Charity is something Leahy says he has always been interested in. “A few years go we took 20 staff to Haiti. Again we took 20 staff to South Africa to build social houses and I’ve done charity work previously. The more you do it, the more it sucks you in and you enjoy doing it and you want to get out there and try to assist.”
Sports to business
Leahy credits his rugby career with providing him with business connections but also the philosophy to lead businesses and organisations. “It was a very enjoyable few years and it helps you in a number of ways. It increases your profile and it gives you access to people and businesses you wouldn’t otherwise have access to. But also you’re working as a part of a team, you’re working hard for the team and you’re working together to put all of your efforts towards a common goal. And it’s similar in business – you can’t do anything individually, you’ve got to pull your team together.
“You’ve got to unite them behind the goal and bring them forward as part of it.”
When Leahy retired from rugby he set up the Irish arm of Oxygen8 and played a pivotal role in scaling the business globally. Three years ago he took over as group CEO.
The business has grown substantially from turnover of $30m to now close to $100.
“It’s important to get the staff right and we were lucky enough to partner with the right people in different countries.
“So in Ireland, we have a business called Engage Hub, which now has its own management team and has completed a partial management buyout and it deals with some very nice customers such as Bank of Ireland and Sainsbury’s. While I’m a director of it, I have limited input into the day to day management, which frees me up to do other things, like assist in Ukraine, because we’ve put the right people in place that are now taking those businesses forward.”
Leahy’s businessman’s eye has spotted an opportunity to use the efficiencies and structure developed in Ukraine to provide humanitarian support in other parts of the world such as Mozambique.

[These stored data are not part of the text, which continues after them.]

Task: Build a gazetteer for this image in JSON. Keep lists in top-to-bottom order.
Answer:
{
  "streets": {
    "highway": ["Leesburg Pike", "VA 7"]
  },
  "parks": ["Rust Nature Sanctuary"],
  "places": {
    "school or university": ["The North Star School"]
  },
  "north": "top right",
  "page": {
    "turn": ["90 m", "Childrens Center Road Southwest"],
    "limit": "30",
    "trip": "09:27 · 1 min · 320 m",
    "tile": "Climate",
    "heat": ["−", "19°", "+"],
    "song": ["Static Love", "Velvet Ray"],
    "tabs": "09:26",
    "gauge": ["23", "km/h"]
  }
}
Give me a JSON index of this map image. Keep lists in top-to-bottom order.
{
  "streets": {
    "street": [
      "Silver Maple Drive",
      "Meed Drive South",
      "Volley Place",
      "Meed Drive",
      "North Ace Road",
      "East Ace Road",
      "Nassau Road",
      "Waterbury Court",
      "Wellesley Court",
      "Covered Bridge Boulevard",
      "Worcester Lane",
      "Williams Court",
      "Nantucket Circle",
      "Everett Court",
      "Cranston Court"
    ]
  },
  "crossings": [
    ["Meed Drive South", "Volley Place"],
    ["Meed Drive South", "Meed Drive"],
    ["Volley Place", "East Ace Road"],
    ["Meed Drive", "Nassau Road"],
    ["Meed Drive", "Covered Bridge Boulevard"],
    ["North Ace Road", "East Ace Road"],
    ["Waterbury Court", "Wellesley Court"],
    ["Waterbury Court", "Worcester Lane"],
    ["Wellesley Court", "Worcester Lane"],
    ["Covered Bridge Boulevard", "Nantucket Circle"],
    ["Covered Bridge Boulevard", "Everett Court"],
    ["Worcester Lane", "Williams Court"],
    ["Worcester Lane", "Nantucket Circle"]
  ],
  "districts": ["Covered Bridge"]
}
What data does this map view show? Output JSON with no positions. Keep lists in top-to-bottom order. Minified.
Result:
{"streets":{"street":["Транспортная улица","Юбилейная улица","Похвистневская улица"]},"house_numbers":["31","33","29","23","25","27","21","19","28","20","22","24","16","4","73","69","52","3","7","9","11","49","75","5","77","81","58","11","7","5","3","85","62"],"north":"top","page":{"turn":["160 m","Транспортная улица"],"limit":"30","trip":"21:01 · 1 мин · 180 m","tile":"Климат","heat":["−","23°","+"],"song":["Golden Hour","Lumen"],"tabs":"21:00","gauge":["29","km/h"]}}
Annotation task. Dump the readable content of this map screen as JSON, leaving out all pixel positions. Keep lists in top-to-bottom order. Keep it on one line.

“We’ve figured out how to do this at a low cost and scale it significantly. Myself and Norman are mere volunteers, we don’t take salaries and we pay all of our own expenses, flights, accommodation. So we can keep the costs tight and we can scale it because of the partnerships we’ve put in place.
“I also look to leverage other global Irish or global companies that have infrastructure in place. Again it’s low cost for them because we do all of the work in bringing aid to Ukraine but piggybacking off their existing infrastructure.”
One4Humanity was able to leverage this kind of infrastructure to provide food distribution in northern Kenya where there has been a drought.
Leahy’s ambition is replicate this approach. “Looking further afield we are looking to put the same model in place and we look to put a low-cost, efficient distribution mechanism in place to assist there.”